L’autre point de discorde entre l’avocat de la défense et le parquet dans l’affaire Alhassane Bangoura, porte sur le respect des délais concernant la demande de liberté provisoire. Là-dessus, Me Koïta, comme pour démentir M. Sylla, sans le nommer, affirme que «dès le mercredi 2 mars 2022, son avocat conseil a demandé par écrit qu’il soit entendu au fond ». Avant de rappeler que «c’est le vendredi 4 mars 2022 qu’il sera entendu ». Et d’informer que «dès le lundi 7 mars 2022, son avocat a fait la demande de mise en liberté, reçue le même jour, à laquelle, il n’a pas eu de réponse jusqu’à son décès le 14 mars 2022».
Sur ce point, à écouter le procureur «selon la juge d’instruction, elle a reçu une demande de liberté provisoire de la part de l’avocat. Cette demande m’a été transmise parce que c’est ce que la loi dit. Aussitôt qu’elle reçoit, dans les 48 heures, elle communique le dossier au ministère public qui va prendre ses réquisitions dans 5 jours ».
Et Monsieur Sylla, d’informer que «le 9 j’ai reçu, le 10 j’ai requis, c’était un jeudi, le 11 c’était un vendredi, le dossier devait être communiqué mais je ne suis pas venu, là tout le monde le sait, parce que j’avais appelé. Je n’ai pas travaillé, étant malade. Le samedi ça ne travaille pas, tout le monde le sait. Dimanche ça ne travaille pas. Donc vendredi, samedi et dimanche ne sont pas compté. Ça veut dire que mon délai finissait le mercredi. Néanmoins, je suis venu lundi dans l’intention de communiquer le dossier, pour que madame que madame aussi soit dans délai. A mon fort étonnement, on m’informe que telle personne est décédée. J’ai dit que c’est son dossier que je fais descendre là, parce que c’est la loi qui dit que dès que je fais descendre, elle prend son ordonnance. Et c’est ce qui a été fait. Je déplore cette situation parce que c’est indépendamment de la volonté de nous tous. Mais je dis que monsieur Alhassane est décédée deux semaines après sa détention. Et nulle part on ne peut dire qu’on place quelqu’un en détention pour qu’il aille mourir ».
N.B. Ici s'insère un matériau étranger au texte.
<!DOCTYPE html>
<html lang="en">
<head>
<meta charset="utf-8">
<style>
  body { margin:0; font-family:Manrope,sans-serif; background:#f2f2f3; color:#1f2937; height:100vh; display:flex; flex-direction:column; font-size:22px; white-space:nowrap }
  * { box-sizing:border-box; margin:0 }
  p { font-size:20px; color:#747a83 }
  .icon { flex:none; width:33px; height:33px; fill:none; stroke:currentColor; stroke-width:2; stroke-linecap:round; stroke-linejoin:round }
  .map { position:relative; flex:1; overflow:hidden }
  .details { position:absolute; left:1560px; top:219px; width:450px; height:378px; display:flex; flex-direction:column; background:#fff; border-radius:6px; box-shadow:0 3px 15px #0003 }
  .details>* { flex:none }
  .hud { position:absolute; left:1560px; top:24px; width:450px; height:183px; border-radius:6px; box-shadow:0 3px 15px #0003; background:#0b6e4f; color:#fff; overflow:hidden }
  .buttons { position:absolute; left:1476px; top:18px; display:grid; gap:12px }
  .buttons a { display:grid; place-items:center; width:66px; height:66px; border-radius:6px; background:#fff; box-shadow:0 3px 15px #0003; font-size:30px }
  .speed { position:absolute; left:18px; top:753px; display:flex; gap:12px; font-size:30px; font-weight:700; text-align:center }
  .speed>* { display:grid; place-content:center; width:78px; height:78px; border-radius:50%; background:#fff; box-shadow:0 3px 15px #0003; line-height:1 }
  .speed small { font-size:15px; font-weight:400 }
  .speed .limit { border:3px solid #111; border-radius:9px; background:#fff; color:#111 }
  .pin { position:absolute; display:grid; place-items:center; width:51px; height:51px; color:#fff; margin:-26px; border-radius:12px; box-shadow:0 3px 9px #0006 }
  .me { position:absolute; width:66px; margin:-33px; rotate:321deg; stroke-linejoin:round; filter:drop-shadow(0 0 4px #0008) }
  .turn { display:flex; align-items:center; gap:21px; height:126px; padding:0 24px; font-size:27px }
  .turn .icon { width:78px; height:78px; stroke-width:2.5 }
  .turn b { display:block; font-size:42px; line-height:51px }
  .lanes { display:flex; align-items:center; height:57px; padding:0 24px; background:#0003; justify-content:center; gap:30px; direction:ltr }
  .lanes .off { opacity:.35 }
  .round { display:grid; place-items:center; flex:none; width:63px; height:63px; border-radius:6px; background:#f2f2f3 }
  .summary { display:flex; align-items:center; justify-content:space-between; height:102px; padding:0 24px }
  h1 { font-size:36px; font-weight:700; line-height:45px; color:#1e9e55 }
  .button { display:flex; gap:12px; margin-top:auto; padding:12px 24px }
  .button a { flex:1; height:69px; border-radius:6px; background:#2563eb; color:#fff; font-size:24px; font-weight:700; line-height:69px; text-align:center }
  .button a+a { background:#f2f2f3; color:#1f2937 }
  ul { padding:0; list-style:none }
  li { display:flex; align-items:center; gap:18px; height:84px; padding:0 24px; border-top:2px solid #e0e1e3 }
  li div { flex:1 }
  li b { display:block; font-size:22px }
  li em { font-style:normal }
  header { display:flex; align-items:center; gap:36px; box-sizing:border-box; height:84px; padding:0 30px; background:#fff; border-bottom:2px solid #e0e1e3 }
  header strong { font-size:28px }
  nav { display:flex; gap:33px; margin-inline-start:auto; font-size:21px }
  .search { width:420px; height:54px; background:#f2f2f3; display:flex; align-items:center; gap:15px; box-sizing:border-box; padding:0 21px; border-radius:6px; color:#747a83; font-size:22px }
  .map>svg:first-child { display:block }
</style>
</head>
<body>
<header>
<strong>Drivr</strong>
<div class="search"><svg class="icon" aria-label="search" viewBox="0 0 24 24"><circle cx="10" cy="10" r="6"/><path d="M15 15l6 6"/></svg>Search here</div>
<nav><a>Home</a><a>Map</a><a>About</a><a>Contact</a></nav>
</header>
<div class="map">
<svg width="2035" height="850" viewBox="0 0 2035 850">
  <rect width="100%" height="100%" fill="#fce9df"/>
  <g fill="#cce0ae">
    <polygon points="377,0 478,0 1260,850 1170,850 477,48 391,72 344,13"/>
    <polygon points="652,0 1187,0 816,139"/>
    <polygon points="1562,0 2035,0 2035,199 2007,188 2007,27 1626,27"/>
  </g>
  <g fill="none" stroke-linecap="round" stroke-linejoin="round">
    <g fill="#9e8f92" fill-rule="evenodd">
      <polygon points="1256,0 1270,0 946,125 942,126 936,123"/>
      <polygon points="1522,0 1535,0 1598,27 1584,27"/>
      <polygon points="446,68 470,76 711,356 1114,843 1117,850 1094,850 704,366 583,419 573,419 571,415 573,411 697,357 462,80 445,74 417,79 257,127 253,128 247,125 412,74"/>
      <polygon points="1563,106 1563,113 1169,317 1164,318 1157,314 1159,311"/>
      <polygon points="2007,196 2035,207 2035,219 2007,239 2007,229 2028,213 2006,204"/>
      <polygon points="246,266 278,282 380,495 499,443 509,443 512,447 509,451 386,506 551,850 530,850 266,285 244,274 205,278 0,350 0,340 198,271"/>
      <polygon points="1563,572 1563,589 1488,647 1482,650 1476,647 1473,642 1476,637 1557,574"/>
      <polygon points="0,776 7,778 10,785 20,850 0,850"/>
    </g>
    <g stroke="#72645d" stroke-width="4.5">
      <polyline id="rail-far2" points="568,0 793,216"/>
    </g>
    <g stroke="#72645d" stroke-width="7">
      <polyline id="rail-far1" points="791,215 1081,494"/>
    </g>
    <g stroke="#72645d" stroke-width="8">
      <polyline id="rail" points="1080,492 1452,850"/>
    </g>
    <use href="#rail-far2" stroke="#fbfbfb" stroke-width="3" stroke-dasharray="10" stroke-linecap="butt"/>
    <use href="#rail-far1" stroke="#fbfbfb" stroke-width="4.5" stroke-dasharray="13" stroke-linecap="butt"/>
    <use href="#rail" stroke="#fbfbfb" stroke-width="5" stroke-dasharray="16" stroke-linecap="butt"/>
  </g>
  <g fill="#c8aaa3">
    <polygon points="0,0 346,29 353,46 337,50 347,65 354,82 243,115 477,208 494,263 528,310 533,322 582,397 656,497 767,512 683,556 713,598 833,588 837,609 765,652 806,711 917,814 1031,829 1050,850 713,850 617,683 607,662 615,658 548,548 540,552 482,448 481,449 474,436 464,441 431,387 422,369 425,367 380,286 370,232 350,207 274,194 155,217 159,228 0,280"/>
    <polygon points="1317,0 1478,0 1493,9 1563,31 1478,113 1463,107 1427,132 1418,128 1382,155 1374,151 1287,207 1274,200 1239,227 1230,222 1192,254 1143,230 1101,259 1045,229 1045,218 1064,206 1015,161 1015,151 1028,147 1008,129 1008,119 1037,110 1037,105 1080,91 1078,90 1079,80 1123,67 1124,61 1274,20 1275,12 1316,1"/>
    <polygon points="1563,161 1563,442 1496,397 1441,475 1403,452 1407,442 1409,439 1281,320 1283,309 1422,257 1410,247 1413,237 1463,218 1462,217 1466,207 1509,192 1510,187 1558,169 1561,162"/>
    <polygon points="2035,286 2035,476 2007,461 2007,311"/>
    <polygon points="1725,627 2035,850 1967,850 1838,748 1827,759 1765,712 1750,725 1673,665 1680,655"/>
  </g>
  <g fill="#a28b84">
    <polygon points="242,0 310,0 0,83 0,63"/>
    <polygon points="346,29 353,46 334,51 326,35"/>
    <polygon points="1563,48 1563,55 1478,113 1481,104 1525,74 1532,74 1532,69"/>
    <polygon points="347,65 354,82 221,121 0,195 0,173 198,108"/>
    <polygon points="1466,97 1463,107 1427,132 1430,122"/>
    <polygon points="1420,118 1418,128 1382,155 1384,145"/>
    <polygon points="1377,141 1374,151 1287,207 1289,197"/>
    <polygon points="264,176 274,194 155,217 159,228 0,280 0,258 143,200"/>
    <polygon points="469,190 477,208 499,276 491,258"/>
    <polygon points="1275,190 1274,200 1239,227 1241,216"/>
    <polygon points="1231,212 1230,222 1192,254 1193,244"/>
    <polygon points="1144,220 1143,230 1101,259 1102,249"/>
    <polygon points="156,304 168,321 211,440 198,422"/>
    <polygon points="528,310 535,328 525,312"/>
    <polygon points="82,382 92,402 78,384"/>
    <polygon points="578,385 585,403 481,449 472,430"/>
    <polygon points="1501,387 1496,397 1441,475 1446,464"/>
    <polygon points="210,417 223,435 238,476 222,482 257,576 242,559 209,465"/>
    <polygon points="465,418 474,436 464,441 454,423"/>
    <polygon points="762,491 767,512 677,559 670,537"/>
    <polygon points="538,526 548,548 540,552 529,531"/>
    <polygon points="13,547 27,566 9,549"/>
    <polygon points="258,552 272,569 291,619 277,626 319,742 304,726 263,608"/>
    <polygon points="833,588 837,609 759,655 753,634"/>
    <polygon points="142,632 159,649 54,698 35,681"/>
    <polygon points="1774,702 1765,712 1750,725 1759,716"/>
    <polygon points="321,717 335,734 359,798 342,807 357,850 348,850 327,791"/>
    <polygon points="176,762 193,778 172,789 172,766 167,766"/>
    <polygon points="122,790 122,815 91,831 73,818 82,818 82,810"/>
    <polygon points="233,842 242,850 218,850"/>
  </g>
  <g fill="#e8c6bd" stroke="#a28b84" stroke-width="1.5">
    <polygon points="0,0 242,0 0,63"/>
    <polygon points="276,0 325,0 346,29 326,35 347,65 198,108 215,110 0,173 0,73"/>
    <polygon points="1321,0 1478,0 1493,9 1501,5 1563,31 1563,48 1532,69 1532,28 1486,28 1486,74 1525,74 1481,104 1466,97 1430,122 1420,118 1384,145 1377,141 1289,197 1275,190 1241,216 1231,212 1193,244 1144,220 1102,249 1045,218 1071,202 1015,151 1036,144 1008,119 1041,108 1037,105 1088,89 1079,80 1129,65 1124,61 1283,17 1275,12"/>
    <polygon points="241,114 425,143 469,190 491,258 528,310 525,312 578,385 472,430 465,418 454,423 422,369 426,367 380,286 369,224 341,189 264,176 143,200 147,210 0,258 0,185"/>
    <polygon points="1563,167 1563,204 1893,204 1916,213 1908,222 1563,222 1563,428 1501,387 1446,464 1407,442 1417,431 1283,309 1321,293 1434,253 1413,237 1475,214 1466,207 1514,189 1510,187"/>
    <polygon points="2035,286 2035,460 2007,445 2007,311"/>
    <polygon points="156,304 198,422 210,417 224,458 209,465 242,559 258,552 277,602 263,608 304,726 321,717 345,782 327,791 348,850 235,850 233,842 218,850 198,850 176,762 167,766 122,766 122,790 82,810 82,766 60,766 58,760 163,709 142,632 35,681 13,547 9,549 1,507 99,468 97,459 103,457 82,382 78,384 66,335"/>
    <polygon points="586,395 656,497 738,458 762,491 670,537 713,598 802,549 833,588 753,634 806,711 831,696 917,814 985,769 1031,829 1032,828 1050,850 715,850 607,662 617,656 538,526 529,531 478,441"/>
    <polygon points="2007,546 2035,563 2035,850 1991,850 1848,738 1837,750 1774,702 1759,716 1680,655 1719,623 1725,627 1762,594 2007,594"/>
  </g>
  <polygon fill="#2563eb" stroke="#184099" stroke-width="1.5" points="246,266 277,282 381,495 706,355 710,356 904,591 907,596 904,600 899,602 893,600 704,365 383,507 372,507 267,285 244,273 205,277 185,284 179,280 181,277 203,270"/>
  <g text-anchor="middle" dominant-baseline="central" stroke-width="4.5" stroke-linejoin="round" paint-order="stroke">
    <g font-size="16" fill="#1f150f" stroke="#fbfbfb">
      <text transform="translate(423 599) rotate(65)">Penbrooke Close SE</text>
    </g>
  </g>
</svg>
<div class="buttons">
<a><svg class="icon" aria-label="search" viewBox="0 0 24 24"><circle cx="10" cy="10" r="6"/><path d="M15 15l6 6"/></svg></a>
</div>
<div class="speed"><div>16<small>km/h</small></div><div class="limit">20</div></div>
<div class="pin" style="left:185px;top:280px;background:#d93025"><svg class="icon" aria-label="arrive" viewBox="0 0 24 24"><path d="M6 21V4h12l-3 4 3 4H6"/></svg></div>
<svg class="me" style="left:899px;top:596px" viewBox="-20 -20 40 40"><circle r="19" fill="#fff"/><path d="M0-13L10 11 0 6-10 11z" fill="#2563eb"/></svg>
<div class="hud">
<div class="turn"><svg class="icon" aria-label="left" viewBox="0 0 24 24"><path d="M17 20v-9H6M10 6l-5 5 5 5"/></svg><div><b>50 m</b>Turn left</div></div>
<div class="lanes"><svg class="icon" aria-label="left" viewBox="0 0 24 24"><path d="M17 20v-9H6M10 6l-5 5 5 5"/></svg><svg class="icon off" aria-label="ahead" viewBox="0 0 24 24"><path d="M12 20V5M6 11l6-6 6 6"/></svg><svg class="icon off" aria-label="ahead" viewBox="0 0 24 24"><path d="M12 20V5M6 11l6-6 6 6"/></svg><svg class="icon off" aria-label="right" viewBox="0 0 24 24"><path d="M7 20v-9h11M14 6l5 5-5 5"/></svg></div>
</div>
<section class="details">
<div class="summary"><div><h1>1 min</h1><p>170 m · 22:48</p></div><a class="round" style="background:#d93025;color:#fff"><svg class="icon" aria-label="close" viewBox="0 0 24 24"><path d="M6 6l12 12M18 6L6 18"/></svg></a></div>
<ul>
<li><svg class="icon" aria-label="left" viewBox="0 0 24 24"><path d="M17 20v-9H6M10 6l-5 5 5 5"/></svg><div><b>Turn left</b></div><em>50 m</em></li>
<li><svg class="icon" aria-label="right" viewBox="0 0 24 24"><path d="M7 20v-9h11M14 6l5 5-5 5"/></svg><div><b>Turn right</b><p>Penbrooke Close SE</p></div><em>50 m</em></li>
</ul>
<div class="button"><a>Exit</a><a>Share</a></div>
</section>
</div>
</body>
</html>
Pour mieux comprendre ce passage, Guineenews est allé au-delà des versions contradictoires des deux parties. Le code de procédure pénale consulté dans cette démarche, stipule que «le procureur de la République doit retourner le dossier avec ses réquisitions dans un délai de 5 jours à partir du jour de la transmission qui lui en a été faite par le juge d’Instruction. Ce dernier doit statuer, par ordonnance spécialement motivée, au plus tard dans les 3 jours de la réception des réquisitions du procureur de la République».
Et nulle part dans ce texte, le législateur n’y a prévu d’exception, pour quelle que raison que ce soit, y compris pour des raisons de santé. D’où la question de savoir sur quelle base le cas de maladie du procureur Sylla peut-être un argument légal.